Searching on expression indexes

2020-04-14 16:54发布

问题:

Searching on expression indexes

I'm building an expression index that substrings a source field to avoid overflowing the 2172 character limit on B-trees:

CREATE INDEX record_changes_log_detail_old_value_ix_btree
    ON record_changes_log_detail 
    USING btree ((substring(old_value,1,1024)::text) text_pattern_ops);

For the record:

-- Postgres 11.4 on RDS, 11.5 on macOS at home.
-- The record_changes_log_detail table has about 8M in my test setup.
-- The old_value field is of type citext.
-- Values in the field range in length from 1 character to over 5,000. Most are short.

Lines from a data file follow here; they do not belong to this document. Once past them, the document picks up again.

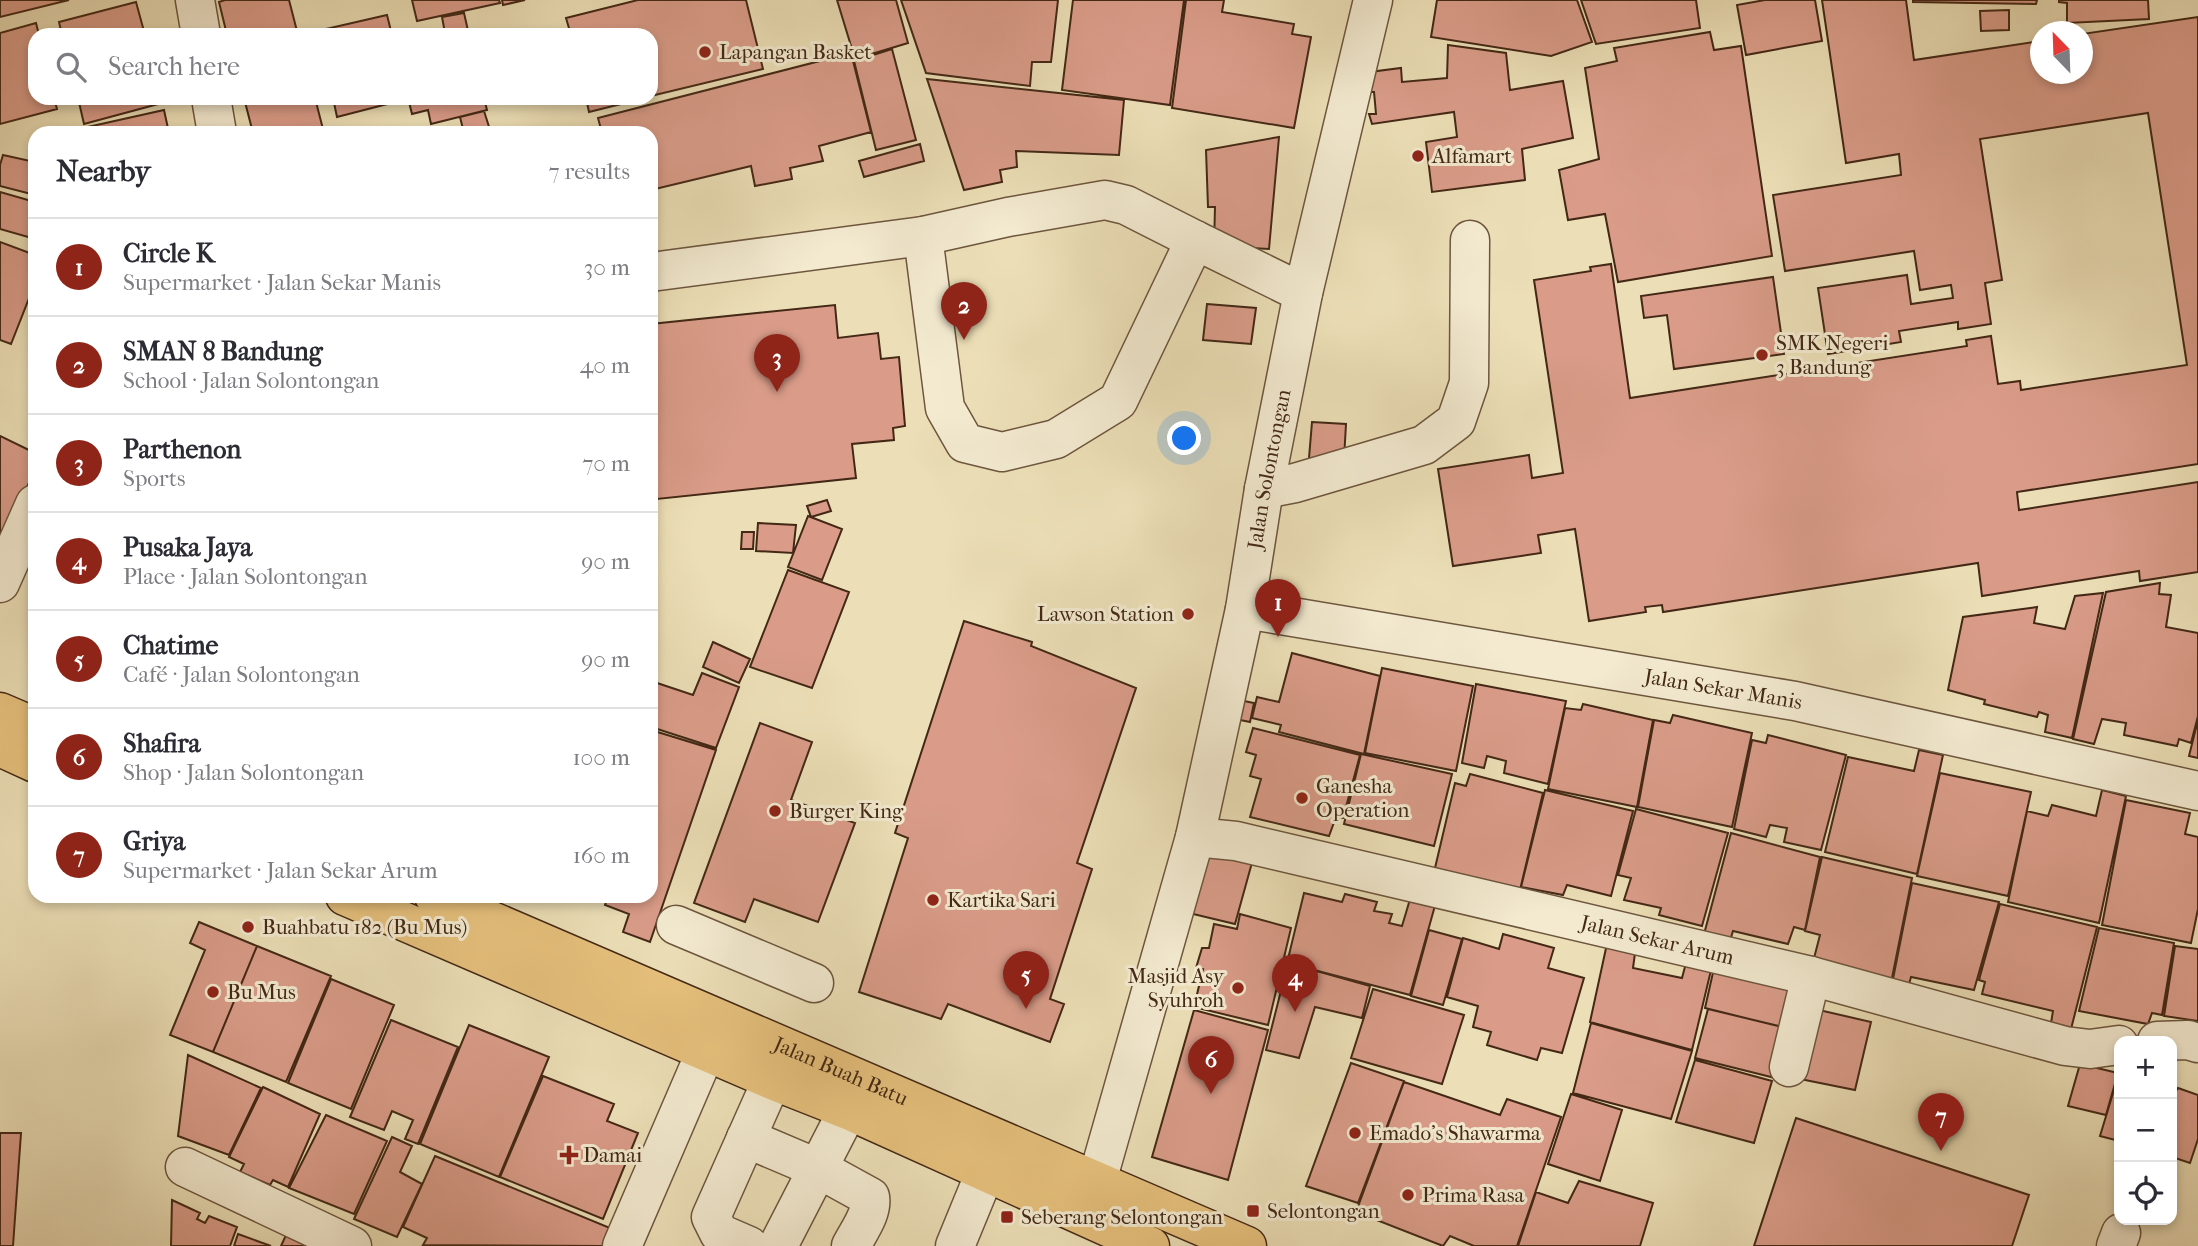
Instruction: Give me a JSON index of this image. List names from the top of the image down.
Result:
{
  "streets": {
    "main road": ["Jalan Buah Batu"],
    "street": ["Jalan Solontongan", "Jalan Sekar Manis", "Jalan Sekar Arum"]
  },
  "crossings": [
    ["Jalan Solontongan", "Jalan Sekar Manis"],
    ["Jalan Solontongan", "Jalan Sekar Arum"],
    ["Jalan Solontongan", "Jalan Buah Batu"]
  ],
  "places": {
    "other": [
      "Lapangan Basket",
      "Alfamart",
      "SMK Negeri 3 Bandung",
      "Lawson Station",
      "Ganesha Operation",
      "Burger King",
      "Kartika Sari",
      "Buahbatu 182 (Bu Mus)",
      "Masjid Asy Syuhroh",
      "Bu Mus",
      "Emado's Shawarma",
      "Prima Rasa"
    ],
    "health": ["Damai"],
    "transit": ["Selontongan", "Seberang Selontongan"]
  },
  "north": "top left",
  "page": {
    "search": "Search here",
    "heading": ["Nearby", "7 results"],
    "list": [
      {
        "mark": "1",
        "name": "Circle K",
        "note": "Supermarket · Jalan Sekar Manis",
        "value": "30 m"
      },
      {
        "mark": "2",
        "name": "SMAN 8 Bandung",
        "note": "School · Jalan Solontongan",
        "value": "40 m"
      },
      {
        "mark": "3",
        "name": "Parthenon",
        "note": "Sports",
        "value": "70 m"
      },
      {
        "mark": "4",
        "name": "Pusaka Jaya",
        "note": "Place · Jalan Solontongan",
        "value": "90 m"
      },
      {
        "mark": "5",
        "name": "Chatime",
        "note": "Café · Jalan Solontongan",
        "value": "90 m"
      },
      {
        "mark": "6",
        "name": "Shafira",
        "note": "Shop · Jalan Solontongan",
        "value": "100 m"
      },
      {
        "mark": "7",
        "name": "Griya",
        "note": "Supermarket · Jalan Sekar Arum",
        "value": "160 m"
      }
    ],
    "pins": [
      "2",
      "3",
      "1",
      "5",
      "4",
      "6",
      "7"
    ],
    "map_buttons": ["+", "−"]
  }
}
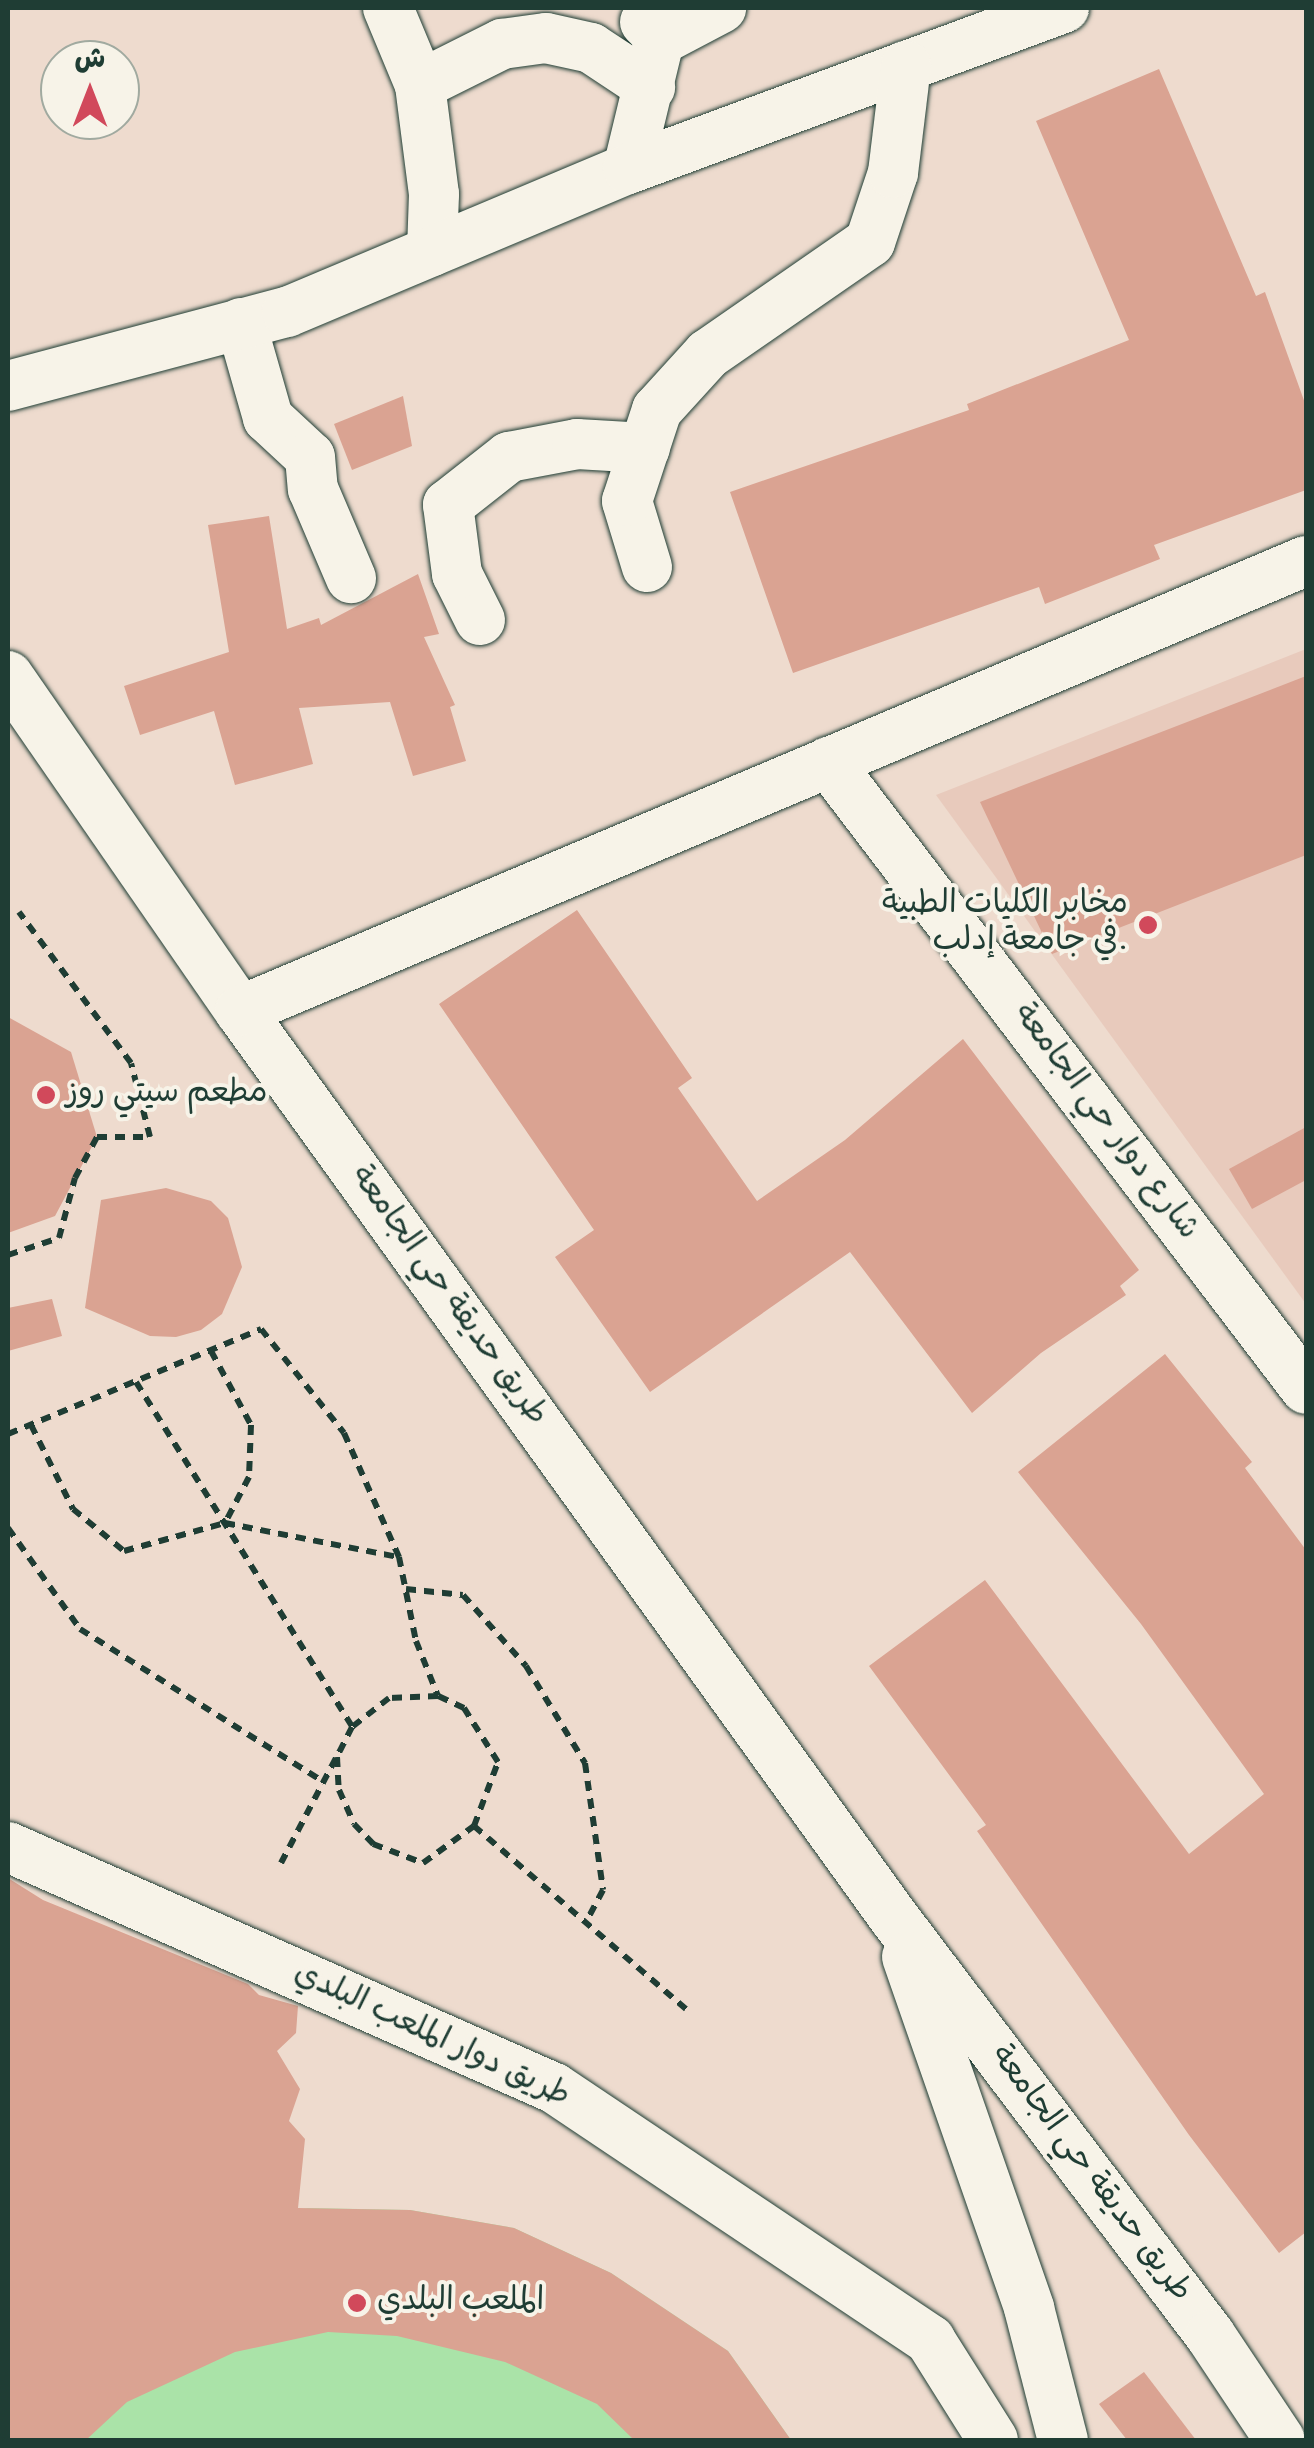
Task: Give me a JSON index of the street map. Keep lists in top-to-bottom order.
{
  "streets": {
    "street": ["شارع دوار حي الجامعة", "طريق حديقة حي الجامعة", "طريق دوار الملعب البلدي"]
  },
  "places": ["مخابر الكليات الطبية في جامعة إدلب.", "مطعم سيتي روز", "الملعب البلدي"],
  "north": "top"
}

This search uses the index specified above:

select * from record_changes_log_detail 
where substring(old_value,1,1024) = 'Gold Kerrison Neuro';

This search does not use the index:

where old_value = 'Gold Kerrison Neuro';

I found this surprising, and a real bummer. If I understand correctly a comment from jjanes on another question, the planner only recognizes that the index applies when your query statement uses exactly the same expression. In other words, anyone writing a query needs to know the details of the index definition or else the index won't be used.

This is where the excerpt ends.